Take each line of the entries below that contains "note" and copy it.

**Extracted information**.
··········
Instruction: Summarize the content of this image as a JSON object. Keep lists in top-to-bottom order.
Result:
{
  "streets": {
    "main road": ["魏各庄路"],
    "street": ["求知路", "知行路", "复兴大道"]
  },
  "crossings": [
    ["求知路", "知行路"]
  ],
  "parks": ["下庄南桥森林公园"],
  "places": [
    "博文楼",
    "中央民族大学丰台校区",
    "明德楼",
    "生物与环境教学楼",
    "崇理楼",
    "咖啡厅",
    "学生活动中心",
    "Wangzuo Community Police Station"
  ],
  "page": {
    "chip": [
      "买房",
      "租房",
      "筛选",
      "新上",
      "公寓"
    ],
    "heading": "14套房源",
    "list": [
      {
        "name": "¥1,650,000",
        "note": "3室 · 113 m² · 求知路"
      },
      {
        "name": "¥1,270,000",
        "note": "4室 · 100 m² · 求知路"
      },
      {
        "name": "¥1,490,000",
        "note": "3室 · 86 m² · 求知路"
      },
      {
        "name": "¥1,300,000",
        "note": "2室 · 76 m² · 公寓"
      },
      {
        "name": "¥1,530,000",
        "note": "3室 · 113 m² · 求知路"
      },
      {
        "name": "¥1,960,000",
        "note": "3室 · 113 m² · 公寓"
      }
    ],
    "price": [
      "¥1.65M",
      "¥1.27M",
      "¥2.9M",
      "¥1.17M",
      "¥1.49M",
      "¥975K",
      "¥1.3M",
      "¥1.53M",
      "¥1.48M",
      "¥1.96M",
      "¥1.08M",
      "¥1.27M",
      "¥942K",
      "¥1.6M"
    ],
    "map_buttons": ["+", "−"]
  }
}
··········
**The completed task**.
        "note": "3室 · 113 m² · 求知路"
        "note": "4室 · 100 m² · 求知路"
        "note": "3室 · 86 m² · 求知路"
        "note": "2室 · 76 m² · 公寓"
        "note": "3室 · 113 m² · 求知路"
        "note": "3室 · 113 m² · 公寓"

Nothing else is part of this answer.